Reproduce verbatim the lines of the material below, starting at the line with "M336,145L400,155L395,184L332,175Z" and ending at the line with "M247,538L303,545L295,603L239,595Z", both inclusive; skip the rest.
::: DATA PROVIDED :::
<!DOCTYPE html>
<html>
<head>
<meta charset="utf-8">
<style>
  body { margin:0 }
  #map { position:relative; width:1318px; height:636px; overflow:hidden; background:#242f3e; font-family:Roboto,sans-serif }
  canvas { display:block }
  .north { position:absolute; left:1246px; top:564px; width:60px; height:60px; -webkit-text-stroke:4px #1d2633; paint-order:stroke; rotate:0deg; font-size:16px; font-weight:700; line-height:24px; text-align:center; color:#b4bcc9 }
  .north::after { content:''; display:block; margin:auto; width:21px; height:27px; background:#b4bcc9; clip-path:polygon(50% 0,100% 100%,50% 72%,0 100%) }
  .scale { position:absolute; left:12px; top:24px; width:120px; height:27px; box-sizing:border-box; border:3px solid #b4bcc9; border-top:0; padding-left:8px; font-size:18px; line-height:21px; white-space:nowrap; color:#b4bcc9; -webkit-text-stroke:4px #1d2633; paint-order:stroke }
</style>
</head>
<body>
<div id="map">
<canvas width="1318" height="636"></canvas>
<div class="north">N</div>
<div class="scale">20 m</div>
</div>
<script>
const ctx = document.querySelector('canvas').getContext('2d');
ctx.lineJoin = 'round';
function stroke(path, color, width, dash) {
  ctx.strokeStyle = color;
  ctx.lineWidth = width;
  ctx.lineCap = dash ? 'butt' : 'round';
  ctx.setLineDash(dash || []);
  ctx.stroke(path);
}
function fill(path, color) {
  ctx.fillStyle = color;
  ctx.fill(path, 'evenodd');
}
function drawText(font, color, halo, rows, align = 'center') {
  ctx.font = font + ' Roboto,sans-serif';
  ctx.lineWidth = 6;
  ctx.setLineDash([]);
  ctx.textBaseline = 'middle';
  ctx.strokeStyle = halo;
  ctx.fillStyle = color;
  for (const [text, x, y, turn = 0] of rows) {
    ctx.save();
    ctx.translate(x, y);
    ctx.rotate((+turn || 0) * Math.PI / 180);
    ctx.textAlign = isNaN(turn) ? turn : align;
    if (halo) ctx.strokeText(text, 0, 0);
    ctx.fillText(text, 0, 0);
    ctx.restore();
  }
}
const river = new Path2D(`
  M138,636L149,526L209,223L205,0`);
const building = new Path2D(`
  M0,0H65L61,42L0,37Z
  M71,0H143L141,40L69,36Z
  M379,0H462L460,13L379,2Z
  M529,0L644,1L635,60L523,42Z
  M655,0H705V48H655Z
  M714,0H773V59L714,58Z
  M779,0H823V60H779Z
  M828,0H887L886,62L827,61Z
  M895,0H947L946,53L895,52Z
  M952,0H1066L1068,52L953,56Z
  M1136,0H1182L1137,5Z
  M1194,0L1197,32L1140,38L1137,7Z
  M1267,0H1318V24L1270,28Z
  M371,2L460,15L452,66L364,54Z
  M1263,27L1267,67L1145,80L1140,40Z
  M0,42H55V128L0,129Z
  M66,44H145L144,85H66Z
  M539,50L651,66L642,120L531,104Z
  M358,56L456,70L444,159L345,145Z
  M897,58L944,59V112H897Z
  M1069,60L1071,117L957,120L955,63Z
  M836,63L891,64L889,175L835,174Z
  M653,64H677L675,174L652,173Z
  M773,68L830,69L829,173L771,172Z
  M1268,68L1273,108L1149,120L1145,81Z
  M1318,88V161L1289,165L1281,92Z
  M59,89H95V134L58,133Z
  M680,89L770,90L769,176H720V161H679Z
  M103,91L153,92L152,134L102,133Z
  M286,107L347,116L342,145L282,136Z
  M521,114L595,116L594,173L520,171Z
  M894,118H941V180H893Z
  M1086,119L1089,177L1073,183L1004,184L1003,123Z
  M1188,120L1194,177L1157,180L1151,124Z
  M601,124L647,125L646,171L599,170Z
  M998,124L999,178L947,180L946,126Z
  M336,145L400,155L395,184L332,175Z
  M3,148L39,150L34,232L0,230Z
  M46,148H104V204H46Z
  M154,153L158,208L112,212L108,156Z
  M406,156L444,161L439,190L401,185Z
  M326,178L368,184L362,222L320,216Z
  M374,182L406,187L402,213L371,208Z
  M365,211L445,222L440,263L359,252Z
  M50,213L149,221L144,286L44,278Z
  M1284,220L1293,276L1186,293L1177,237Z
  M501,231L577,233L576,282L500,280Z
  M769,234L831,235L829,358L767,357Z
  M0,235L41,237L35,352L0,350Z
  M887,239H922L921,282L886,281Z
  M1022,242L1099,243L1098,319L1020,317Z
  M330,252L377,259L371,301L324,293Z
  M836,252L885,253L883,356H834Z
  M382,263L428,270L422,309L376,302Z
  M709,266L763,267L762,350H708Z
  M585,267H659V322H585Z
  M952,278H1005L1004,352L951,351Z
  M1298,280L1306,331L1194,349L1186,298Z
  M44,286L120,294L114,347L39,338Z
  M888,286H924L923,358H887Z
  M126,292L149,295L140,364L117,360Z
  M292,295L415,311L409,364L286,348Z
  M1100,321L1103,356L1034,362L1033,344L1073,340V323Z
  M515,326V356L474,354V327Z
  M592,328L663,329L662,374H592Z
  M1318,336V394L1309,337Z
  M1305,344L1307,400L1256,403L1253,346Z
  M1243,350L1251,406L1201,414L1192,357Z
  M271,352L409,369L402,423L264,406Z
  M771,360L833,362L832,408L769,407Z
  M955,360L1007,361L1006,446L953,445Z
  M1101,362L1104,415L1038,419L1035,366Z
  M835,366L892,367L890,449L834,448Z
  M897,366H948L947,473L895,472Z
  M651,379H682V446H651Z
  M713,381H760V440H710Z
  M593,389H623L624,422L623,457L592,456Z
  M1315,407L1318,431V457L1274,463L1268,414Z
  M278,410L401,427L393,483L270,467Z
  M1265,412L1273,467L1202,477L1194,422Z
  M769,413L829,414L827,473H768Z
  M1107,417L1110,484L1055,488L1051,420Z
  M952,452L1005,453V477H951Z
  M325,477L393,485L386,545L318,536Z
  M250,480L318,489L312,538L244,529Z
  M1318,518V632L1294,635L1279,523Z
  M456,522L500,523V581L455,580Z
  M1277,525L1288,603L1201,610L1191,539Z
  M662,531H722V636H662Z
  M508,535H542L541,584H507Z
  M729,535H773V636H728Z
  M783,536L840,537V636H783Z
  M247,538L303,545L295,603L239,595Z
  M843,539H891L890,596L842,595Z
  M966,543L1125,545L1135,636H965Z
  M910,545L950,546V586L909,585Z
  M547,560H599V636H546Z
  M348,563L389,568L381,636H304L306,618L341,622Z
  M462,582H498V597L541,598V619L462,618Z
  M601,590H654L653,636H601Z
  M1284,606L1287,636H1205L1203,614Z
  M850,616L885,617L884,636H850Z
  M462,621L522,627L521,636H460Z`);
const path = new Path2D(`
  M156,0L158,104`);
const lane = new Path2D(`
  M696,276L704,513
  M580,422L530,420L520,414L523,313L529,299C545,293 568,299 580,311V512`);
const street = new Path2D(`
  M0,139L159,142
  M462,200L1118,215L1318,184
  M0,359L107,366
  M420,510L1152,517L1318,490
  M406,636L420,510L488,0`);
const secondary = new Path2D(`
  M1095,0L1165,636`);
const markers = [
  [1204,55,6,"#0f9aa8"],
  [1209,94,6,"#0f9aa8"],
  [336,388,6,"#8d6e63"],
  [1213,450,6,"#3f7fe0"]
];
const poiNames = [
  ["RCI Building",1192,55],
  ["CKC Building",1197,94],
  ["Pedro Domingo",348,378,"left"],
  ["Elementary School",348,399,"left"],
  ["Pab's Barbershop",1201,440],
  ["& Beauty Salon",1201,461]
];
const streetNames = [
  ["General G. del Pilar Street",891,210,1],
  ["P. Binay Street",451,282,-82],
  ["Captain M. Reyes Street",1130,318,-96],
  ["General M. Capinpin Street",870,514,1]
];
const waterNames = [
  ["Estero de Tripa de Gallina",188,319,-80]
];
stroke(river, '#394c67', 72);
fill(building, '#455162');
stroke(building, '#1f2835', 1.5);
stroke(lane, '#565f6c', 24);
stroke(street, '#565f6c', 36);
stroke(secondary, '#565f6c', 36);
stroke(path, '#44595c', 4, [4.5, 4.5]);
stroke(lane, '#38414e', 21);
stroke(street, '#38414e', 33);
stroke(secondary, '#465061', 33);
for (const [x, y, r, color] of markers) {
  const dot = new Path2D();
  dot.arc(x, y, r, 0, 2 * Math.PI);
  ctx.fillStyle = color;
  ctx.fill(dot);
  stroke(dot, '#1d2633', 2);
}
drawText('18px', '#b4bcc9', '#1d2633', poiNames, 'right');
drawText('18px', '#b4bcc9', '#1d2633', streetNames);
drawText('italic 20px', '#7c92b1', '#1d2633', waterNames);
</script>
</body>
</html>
:::
-- ANSWER BELOW --
  M336,145L400,155L395,184L332,175Z
  M3,148L39,150L34,232L0,230Z
  M46,148H104V204H46Z
  M154,153L158,208L112,212L108,156Z
  M406,156L444,161L439,190L401,185Z
  M326,178L368,184L362,222L320,216Z
  M374,182L406,187L402,213L371,208Z
  M365,211L445,222L440,263L359,252Z
  M50,213L149,221L144,286L44,278Z
  M1284,220L1293,276L1186,293L1177,237Z
  M501,231L577,233L576,282L500,280Z
  M769,234L831,235L829,358L767,357Z
  M0,235L41,237L35,352L0,350Z
  M887,239H922L921,282L886,281Z
  M1022,242L1099,243L1098,319L1020,317Z
  M330,252L377,259L371,301L324,293Z
  M836,252L885,253L883,356H834Z
  M382,263L428,270L422,309L376,302Z
  M709,266L763,267L762,350H708Z
  M585,267H659V322H585Z
  M952,278H1005L1004,352L951,351Z
  M1298,280L1306,331L1194,349L1186,298Z
  M44,286L120,294L114,347L39,338Z
  M888,286H924L923,358H887Z
  M126,292L149,295L140,364L117,360Z
  M292,295L415,311L409,364L286,348Z
  M1100,321L1103,356L1034,362L1033,344L1073,340V323Z
  M515,326V356L474,354V327Z
  M592,328L663,329L662,374H592Z
  M1318,336V394L1309,337Z
  M1305,344L1307,400L1256,403L1253,346Z
  M1243,350L1251,406L1201,414L1192,357Z
  M271,352L409,369L402,423L264,406Z
  M771,360L833,362L832,408L769,407Z
  M955,360L1007,361L1006,446L953,445Z
  M1101,362L1104,415L1038,419L1035,366Z
  M835,366L892,367L890,449L834,448Z
  M897,366H948L947,473L895,472Z
  M651,379H682V446H651Z
  M713,381H760V440H710Z
  M593,389H623L624,422L623,457L592,456Z
  M1315,407L1318,431V457L1274,463L1268,414Z
  M278,410L401,427L393,483L270,467Z
  M1265,412L1273,467L1202,477L1194,422Z
  M769,413L829,414L827,473H768Z
  M1107,417L1110,484L1055,488L1051,420Z
  M952,452L1005,453V477H951Z
  M325,477L393,485L386,545L318,536Z
  M250,480L318,489L312,538L244,529Z
  M1318,518V632L1294,635L1279,523Z
  M456,522L500,523V581L455,580Z
  M1277,525L1288,603L1201,610L1191,539Z
  M662,531H722V636H662Z
  M508,535H542L541,584H507Z
  M729,535H773V636H728Z
  M783,536L840,537V636H783Z
  M247,538L303,545L295,603L239,595Z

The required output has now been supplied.